Exercise requirements: Output all the data exactly. Pictures do not belong in the copy.

══════════════════════════════

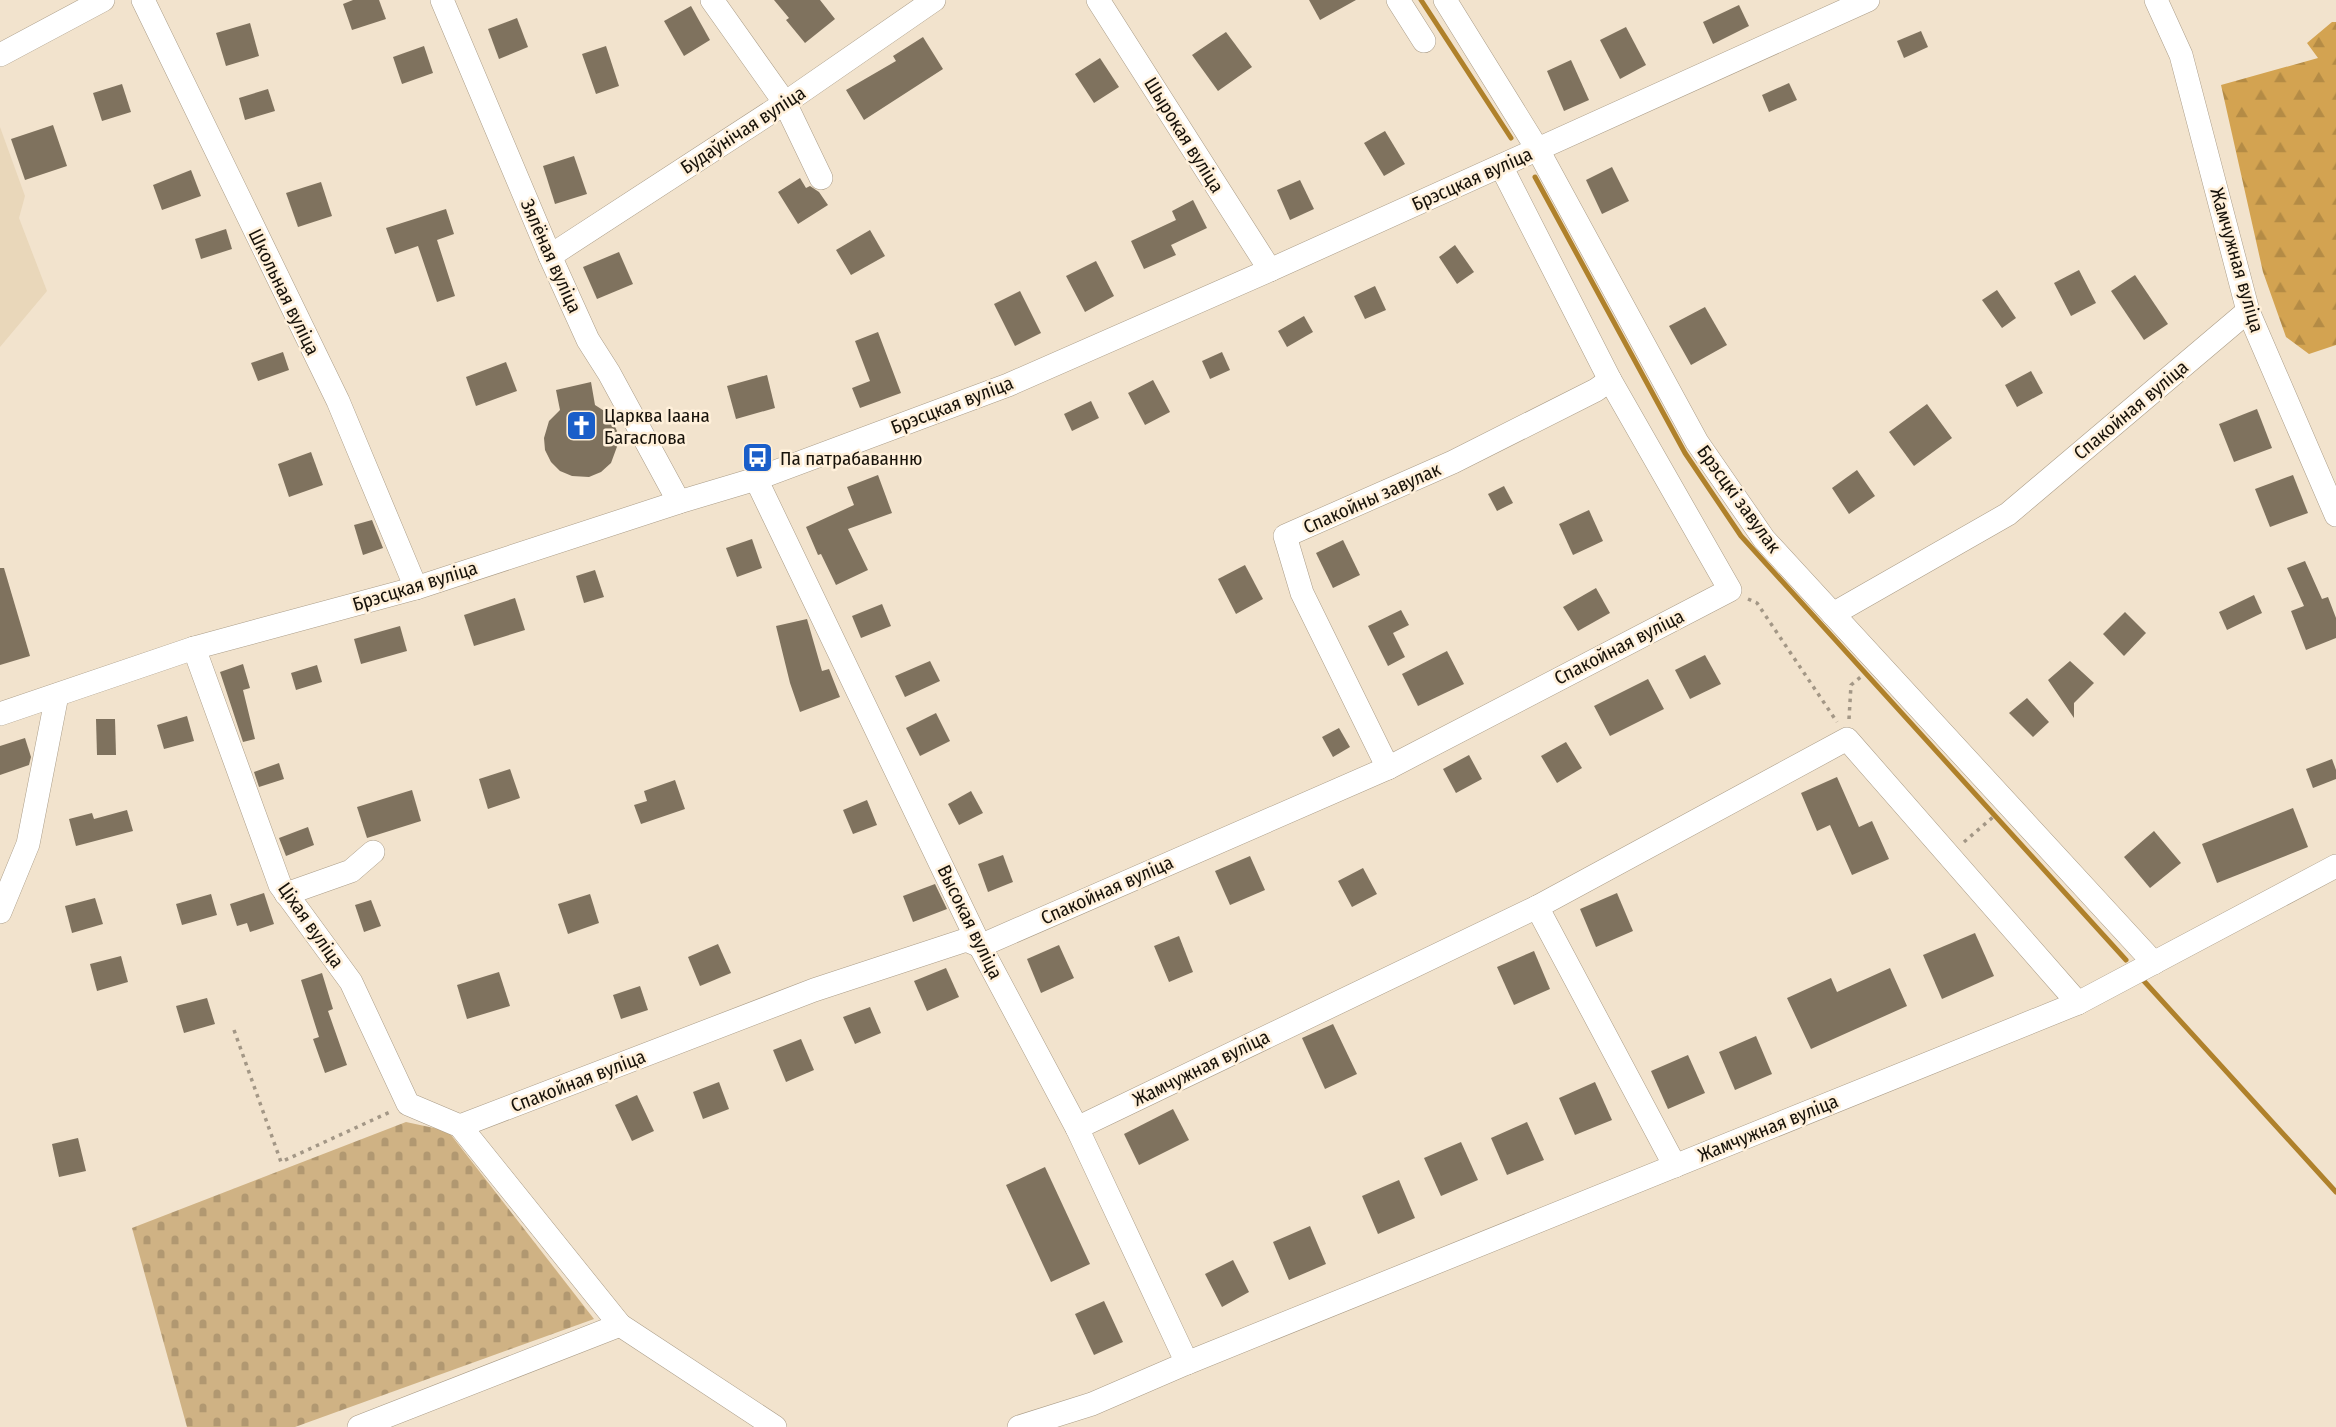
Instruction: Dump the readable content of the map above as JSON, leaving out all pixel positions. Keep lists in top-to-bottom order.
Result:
{
  "streets": {
    "street": [
      "Будаўнічая вуліца",
      "Шырокая вуліца",
      "Брэсцкая вуліца",
      "Зялёная вуліца",
      "Жамчужная вуліца",
      "Школьная вуліца",
      "Спакойная вуліца",
      "Спакойны завулак",
      "Брэсцкі завулак",
      "Высокая вуліца",
      "Ціхая вуліца"
    ]
  },
  "crossings": [
    ["Будаўнічая вуліца", "Зялёная вуліца"],
    ["Шырокая вуліца", "Брэсцкая вуліца"],
    ["Брэсцкая вуліца", "Зялёная вуліца"],
    ["Брэсцкая вуліца", "Школьная вуліца"],
    ["Брэсцкая вуліца", "Брэсцкі завулак"],
    ["Брэсцкая вуліца", "Высокая вуліца"],
    ["Брэсцкая вуліца", "Ціхая вуліца"],
    ["Жамчужная вуліца", "Спакойная вуліца"],
    ["Жамчужная вуліца", "Брэсцкі завулак"],
    ["Жамчужная вуліца", "Высокая вуліца"],
    ["Спакойная вуліца", "Спакойны завулак"],
    ["Спакойная вуліца", "Брэсцкі завулак"],
    ["Спакойная вуліца", "Высокая вуліца"]
  ],
  "places": {
    "church": ["Царква Іаана Багаслова"],
    "bus stop": ["Па патрабаванню"]
  }
}
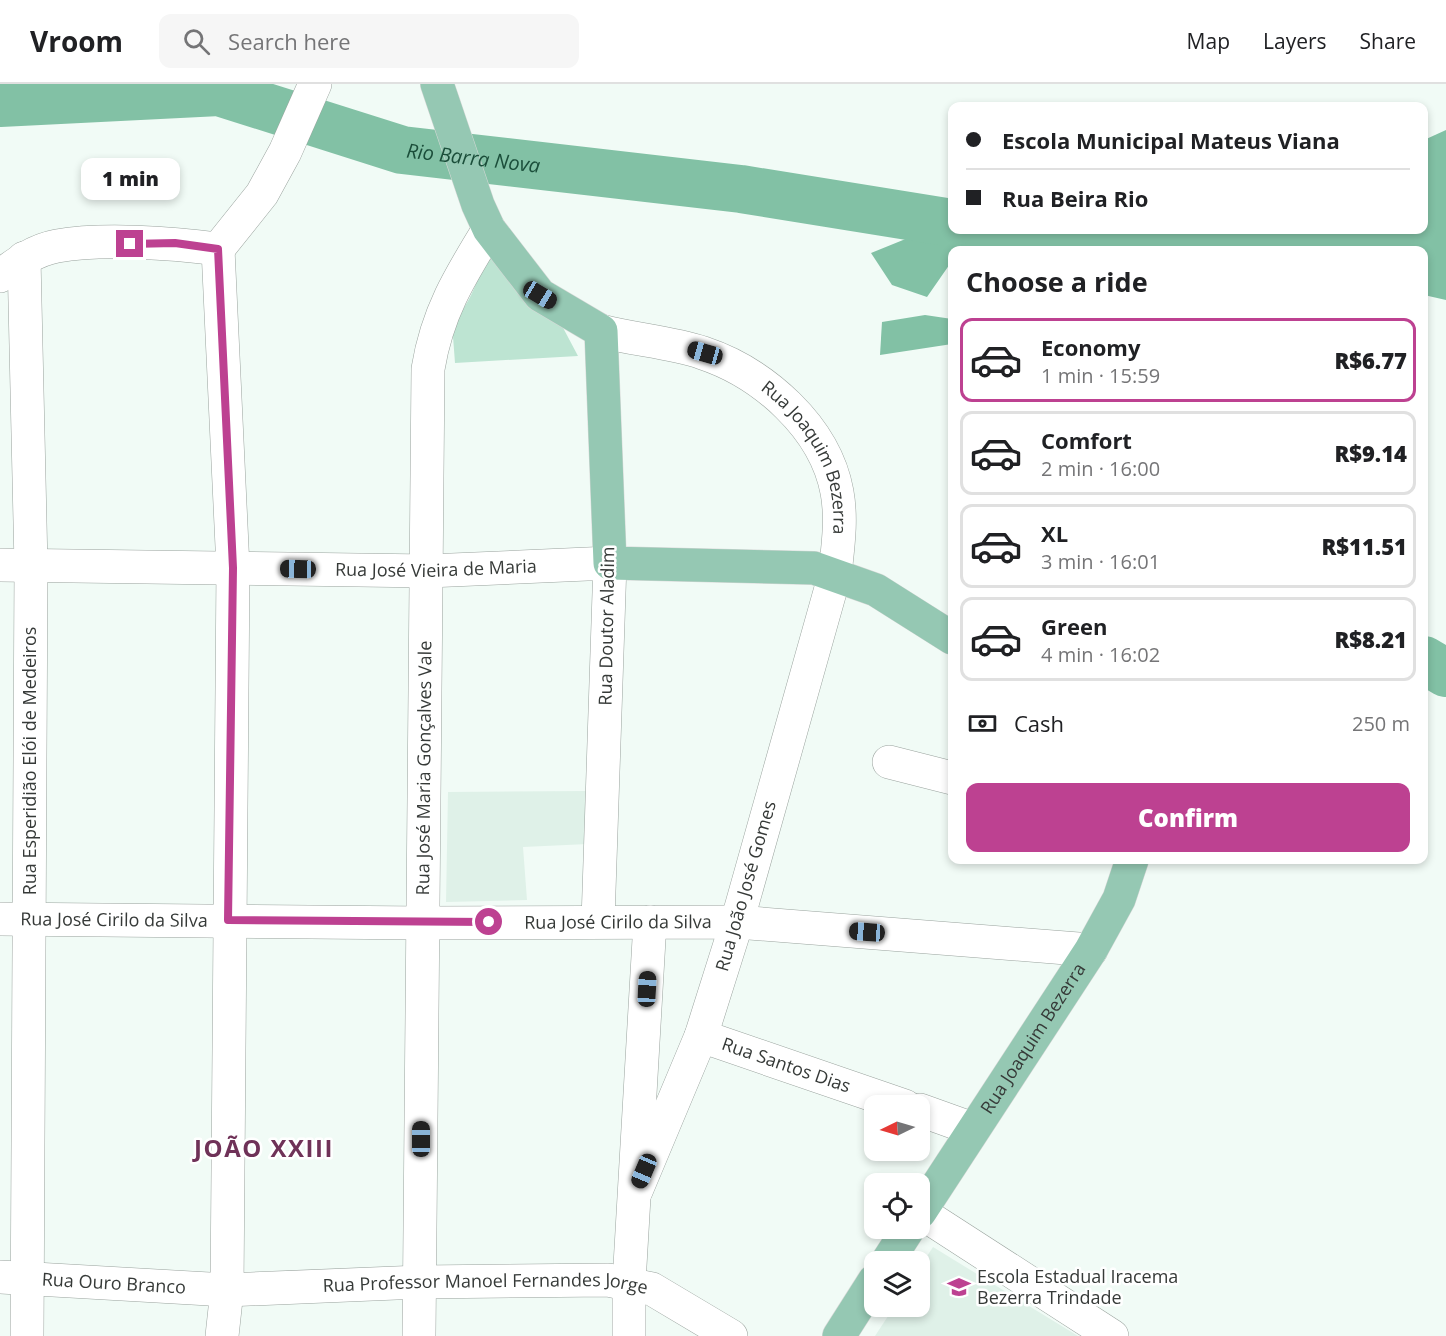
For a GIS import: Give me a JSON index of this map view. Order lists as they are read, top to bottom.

══════════════════════════════

Expected answer:
Instruction: Dump the readable content of the map above as JSON, leaving out all pixel positions. Keep lists in top-to-bottom order.
Result:
{
  "streets": {
    "street": [
      "Будаўнічая вуліца",
      "Шырокая вуліца",
      "Брэсцкая вуліца",
      "Зялёная вуліца",
      "Жамчужная вуліца",
      "Школьная вуліца",
      "Спакойная вуліца",
      "Спакойны завулак",
      "Брэсцкі завулак",
      "Высокая вуліца",
      "Ціхая вуліца"
    ]
  },
  "crossings": [
    ["Будаўнічая вуліца", "Зялёная вуліца"],
    ["Шырокая вуліца", "Брэсцкая вуліца"],
    ["Брэсцкая вуліца", "Зялёная вуліца"],
    ["Брэсцкая вуліца", "Школьная вуліца"],
    ["Брэсцкая вуліца", "Брэсцкі завулак"],
    ["Брэсцкая вуліца", "Высокая вуліца"],
    ["Брэсцкая вуліца", "Ціхая вуліца"],
    ["Жамчужная вуліца", "Спакойная вуліца"],
    ["Жамчужная вуліца", "Брэсцкі завулак"],
    ["Жамчужная вуліца", "Высокая вуліца"],
    ["Спакойная вуліца", "Спакойны завулак"],
    ["Спакойная вуліца", "Брэсцкі завулак"],
    ["Спакойная вуліца", "Высокая вуліца"]
  ],
  "places": {
    "church": ["Царква Іаана Багаслова"],
    "bus stop": ["Па патрабаванню"]
  }
}
For a GIS import: Give me a JSON index of this map view. Order lists as they are read, top to bottom.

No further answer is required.